Introduction¶
pyMeSHSim at glance¶
Biomedical named entity (Bio-NE) recognition, normalization, and comparison¶
The recognition and normalization of bio-NE, especially for diseases, play an important role in clinical and biomedical research, such as clinical decision support, cohort identification, pharmacovigilance, and drug repositioning. For example, bio-NE recognition and normalization are prerequisites for semantic analysis, including semantic comparison of bio-NEs in drug repositioning. However, there are multiple synonyms, abbreviations and variations for bio-NEs, making it challenging to curate bio-NEs from free biomedical text or clinical narrative text.
MeSH¶
We extracted bio-NEs from free biomedical text and measured semantic similarity between the bio-NEs based on the Medical Subject Headings(MeSH).
MeSH is a medical vocabulary resource curated by the National Library of Medicine (NLM). It provides a hierarchically-organized terminology for indexing and cataloging of biomedical information in MEDLINE/PubMed and other NLM databases. Moreover, MeSH is organized as a directed acyclic graph, laying the foundation for computing semantic similarities between two concepts.
Although MeSH has potential for bio-NE recognition, normalization, and comparison , there is still a lack of MeSH tools to automatically recognize bio-NEs from free text and measure the semantic similarity between bio-NEs after normalization.
pyMeSHSim¶
Here, we developed an integrative, lightweight and data-rich python package named pyMeSHSim to curate MeSH terms from free text and measure the semantic similarity between the MeSH terms.
Currently, pyMeSHSim consists of three subpackages:¶
- data subpackage
- The data subpackage has reorganized the MeSH information in bcolz format.

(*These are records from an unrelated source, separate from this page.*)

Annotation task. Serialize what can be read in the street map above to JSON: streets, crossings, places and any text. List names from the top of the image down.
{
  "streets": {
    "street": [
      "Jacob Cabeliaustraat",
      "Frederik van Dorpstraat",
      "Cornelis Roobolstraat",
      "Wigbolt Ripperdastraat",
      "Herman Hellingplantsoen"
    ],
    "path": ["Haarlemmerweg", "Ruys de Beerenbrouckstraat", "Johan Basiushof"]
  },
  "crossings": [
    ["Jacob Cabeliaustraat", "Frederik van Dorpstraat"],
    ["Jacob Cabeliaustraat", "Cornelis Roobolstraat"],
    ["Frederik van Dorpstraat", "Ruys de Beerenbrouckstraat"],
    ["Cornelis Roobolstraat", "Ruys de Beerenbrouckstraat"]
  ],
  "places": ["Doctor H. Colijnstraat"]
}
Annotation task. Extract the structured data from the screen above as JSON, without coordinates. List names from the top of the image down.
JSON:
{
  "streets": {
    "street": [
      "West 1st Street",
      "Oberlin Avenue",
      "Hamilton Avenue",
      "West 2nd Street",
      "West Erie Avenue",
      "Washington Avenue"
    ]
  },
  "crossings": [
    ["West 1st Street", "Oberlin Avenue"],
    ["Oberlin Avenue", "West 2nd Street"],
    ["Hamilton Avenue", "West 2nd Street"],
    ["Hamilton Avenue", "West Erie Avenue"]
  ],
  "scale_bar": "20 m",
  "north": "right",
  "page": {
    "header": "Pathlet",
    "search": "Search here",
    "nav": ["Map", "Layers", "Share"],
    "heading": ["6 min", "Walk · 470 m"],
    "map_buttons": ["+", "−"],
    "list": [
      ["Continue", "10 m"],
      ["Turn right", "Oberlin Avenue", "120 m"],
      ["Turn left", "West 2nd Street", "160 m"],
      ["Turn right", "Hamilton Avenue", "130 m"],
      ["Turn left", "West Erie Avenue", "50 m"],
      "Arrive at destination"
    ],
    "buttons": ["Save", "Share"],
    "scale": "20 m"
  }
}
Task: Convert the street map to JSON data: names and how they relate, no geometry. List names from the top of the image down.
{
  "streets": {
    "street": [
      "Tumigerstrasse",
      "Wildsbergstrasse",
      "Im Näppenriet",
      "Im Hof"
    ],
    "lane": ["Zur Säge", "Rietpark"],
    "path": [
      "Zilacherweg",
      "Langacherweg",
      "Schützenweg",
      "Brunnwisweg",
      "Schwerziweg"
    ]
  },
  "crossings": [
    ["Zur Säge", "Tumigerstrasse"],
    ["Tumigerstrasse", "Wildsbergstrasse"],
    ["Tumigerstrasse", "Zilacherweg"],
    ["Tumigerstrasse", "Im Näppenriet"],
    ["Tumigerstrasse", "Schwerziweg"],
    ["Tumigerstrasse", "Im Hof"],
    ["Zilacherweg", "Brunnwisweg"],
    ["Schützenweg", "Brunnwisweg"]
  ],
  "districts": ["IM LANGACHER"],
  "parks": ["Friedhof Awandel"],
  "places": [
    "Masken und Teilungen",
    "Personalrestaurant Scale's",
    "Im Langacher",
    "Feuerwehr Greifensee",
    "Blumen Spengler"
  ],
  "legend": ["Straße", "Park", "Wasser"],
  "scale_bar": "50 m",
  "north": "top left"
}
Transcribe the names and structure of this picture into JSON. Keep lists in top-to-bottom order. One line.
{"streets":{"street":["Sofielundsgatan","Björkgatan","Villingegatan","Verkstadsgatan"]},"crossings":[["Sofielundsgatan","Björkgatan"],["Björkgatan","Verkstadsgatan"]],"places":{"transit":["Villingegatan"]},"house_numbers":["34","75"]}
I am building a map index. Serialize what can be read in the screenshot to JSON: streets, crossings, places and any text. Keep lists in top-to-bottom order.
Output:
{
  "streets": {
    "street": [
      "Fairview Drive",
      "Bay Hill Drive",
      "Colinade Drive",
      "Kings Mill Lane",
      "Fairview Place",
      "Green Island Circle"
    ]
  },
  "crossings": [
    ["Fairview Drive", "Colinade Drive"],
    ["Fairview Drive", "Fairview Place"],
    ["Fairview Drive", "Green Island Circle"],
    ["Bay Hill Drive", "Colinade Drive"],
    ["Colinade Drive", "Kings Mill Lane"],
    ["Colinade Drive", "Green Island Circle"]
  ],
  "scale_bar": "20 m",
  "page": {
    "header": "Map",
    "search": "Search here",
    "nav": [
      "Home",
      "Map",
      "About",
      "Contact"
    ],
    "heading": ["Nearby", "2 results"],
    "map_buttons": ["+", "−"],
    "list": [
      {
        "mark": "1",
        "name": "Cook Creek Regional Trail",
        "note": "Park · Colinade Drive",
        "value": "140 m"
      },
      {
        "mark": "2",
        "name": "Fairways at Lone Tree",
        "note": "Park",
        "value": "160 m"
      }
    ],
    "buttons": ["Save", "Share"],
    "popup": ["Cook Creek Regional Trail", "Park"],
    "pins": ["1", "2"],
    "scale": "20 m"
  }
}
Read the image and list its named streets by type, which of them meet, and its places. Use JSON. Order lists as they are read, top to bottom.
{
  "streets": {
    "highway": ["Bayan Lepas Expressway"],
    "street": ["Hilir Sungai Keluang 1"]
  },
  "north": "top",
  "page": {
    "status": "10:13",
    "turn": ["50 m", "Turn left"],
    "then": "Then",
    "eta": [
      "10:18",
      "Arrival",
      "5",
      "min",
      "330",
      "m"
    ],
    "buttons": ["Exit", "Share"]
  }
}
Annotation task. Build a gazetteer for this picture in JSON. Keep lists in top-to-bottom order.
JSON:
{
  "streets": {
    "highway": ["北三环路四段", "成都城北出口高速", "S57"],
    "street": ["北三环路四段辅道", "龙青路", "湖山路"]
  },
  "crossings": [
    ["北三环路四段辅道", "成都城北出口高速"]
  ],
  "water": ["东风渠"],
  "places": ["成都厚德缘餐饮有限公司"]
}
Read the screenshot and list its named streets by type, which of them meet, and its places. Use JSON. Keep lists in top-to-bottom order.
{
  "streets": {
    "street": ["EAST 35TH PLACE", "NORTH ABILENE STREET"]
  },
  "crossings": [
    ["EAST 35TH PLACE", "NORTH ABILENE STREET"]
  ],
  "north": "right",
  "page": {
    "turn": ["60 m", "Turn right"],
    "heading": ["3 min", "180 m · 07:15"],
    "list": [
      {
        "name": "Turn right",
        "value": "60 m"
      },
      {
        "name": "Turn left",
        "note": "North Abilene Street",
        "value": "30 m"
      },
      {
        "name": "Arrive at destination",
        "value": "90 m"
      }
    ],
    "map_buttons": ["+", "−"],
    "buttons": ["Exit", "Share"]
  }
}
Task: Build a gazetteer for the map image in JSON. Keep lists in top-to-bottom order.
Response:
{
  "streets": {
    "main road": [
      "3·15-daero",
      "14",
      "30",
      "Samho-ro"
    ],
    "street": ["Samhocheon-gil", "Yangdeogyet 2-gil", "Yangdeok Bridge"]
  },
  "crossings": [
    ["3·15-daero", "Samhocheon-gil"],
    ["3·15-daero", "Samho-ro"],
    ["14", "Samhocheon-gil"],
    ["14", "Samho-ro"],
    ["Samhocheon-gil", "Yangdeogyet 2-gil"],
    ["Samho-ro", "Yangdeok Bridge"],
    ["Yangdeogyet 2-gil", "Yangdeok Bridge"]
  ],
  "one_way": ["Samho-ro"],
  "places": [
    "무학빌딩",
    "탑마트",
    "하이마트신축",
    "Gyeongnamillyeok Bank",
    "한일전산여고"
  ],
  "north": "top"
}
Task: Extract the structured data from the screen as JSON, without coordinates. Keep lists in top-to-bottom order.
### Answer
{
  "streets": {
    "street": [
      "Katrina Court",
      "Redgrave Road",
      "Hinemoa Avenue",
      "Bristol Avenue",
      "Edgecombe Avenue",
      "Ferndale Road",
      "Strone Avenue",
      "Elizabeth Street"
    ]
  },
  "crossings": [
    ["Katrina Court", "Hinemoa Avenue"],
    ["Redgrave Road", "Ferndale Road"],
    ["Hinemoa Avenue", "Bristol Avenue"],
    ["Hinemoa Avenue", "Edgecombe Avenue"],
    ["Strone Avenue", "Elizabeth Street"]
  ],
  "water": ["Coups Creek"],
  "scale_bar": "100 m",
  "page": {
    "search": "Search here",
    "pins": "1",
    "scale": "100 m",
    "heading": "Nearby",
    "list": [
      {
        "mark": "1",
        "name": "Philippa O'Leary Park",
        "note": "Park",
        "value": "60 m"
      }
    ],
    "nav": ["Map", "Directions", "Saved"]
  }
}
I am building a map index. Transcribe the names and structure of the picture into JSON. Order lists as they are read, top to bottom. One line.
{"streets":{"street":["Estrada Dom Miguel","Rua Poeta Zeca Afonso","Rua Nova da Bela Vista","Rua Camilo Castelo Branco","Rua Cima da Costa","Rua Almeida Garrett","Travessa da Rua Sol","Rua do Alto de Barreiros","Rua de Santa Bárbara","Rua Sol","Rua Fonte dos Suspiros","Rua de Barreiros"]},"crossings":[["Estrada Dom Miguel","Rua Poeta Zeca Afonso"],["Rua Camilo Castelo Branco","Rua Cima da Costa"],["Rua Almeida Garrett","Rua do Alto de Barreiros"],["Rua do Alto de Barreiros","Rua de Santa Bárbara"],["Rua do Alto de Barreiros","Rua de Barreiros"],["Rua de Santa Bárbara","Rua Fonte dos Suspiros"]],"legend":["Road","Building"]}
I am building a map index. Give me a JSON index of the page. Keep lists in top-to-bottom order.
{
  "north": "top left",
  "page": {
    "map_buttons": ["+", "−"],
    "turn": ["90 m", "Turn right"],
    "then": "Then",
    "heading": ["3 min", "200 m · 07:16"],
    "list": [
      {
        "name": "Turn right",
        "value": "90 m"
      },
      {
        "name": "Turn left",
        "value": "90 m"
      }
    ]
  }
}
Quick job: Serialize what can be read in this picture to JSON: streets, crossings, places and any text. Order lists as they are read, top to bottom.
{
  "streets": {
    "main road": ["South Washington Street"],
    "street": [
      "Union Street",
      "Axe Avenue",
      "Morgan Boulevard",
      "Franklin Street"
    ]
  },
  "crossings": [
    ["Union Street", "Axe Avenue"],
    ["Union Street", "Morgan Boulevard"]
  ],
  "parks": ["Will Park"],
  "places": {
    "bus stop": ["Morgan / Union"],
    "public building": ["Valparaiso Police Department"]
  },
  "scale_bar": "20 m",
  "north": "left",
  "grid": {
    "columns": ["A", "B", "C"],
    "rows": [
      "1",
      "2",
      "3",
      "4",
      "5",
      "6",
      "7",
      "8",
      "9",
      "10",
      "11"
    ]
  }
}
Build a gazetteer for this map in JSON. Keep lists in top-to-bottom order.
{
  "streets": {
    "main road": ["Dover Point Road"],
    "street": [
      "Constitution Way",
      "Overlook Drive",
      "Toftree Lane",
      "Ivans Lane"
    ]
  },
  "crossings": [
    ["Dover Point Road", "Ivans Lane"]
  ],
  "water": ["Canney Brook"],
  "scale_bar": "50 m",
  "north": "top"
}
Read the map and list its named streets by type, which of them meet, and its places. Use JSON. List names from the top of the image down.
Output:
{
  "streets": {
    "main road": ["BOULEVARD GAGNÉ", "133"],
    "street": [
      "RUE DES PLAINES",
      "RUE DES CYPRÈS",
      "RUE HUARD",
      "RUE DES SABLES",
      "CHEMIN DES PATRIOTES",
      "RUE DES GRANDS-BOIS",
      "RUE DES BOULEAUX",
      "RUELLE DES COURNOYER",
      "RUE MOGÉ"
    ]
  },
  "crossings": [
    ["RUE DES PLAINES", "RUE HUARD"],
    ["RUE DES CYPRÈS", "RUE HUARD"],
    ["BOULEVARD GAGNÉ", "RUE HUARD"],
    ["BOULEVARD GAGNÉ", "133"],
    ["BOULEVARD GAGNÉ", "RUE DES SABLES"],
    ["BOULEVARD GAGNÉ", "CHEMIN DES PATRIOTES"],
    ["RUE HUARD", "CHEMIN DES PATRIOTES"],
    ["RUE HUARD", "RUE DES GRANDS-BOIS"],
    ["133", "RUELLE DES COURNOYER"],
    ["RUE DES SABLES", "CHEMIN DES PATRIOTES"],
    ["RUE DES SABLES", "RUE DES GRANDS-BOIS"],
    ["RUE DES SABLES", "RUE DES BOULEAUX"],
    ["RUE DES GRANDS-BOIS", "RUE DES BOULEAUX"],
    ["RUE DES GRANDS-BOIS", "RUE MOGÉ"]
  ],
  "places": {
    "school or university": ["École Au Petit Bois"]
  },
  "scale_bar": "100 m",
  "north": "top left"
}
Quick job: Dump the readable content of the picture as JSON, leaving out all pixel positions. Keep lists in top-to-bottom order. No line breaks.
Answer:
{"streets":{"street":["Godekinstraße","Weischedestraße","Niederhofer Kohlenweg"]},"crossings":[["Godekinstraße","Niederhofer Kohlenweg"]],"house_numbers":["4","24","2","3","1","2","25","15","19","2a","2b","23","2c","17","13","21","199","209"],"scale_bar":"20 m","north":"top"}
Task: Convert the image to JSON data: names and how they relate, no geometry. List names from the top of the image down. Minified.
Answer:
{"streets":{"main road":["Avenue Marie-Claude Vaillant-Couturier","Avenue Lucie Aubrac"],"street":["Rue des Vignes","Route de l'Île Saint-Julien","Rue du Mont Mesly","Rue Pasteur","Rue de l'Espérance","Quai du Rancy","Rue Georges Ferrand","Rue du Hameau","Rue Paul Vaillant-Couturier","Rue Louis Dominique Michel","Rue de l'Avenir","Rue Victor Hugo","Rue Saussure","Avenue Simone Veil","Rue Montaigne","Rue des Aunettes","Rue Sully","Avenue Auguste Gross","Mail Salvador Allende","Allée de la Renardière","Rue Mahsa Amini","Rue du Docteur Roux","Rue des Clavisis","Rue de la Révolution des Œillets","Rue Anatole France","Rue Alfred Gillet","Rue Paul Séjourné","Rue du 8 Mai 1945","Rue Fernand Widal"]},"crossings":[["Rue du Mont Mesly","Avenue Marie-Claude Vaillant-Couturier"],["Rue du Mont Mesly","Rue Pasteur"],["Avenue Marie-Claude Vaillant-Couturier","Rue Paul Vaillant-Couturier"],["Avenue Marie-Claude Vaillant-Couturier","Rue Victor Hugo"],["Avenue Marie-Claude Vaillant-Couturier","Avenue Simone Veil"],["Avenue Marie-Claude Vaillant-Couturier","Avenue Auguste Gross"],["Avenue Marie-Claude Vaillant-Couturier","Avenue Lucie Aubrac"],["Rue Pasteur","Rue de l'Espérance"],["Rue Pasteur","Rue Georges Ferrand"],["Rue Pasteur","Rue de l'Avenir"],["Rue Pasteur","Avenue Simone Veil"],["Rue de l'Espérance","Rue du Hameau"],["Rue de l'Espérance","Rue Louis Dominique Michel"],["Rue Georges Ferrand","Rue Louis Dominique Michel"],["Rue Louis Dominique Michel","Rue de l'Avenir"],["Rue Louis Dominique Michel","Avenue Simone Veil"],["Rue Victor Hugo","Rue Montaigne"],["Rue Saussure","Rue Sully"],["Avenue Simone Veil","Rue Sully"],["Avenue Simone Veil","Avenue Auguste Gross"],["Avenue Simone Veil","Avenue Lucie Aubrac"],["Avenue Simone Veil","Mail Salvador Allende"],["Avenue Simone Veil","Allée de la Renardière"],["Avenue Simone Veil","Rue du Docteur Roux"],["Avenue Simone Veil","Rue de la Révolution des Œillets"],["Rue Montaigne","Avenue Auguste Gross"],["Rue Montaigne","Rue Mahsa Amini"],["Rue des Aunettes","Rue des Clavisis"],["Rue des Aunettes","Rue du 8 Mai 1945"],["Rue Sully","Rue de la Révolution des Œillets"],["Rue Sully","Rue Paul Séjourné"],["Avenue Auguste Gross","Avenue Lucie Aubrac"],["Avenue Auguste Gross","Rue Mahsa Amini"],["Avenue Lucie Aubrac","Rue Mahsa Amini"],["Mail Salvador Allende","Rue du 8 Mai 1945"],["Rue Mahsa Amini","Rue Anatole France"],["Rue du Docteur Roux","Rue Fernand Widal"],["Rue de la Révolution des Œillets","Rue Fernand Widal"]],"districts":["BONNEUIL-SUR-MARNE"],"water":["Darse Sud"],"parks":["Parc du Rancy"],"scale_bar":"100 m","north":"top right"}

- It is lightweight and data-rich.
- It contained the main heading concepts, unique DescriptorUI, MeSH Tree code, and correspond UMLS ID.
- It contained all narrow concepts of the main heading concepts. It reserved the parent-child relationships and RN/RB relationships for all concepts.
- metamapWrap subpackage
- It provided some filter rules for parsing the free text.
- It provided a unified interface to create the MeSH concept objects.
- Sim subpackage
- It provided useful APIs to retrieve the MeSH dataset.
- It implemented four methods of semantic similarity measures based on information content.It implemented one method of semantic similarity measures based on path.
More details can be seen in the reference.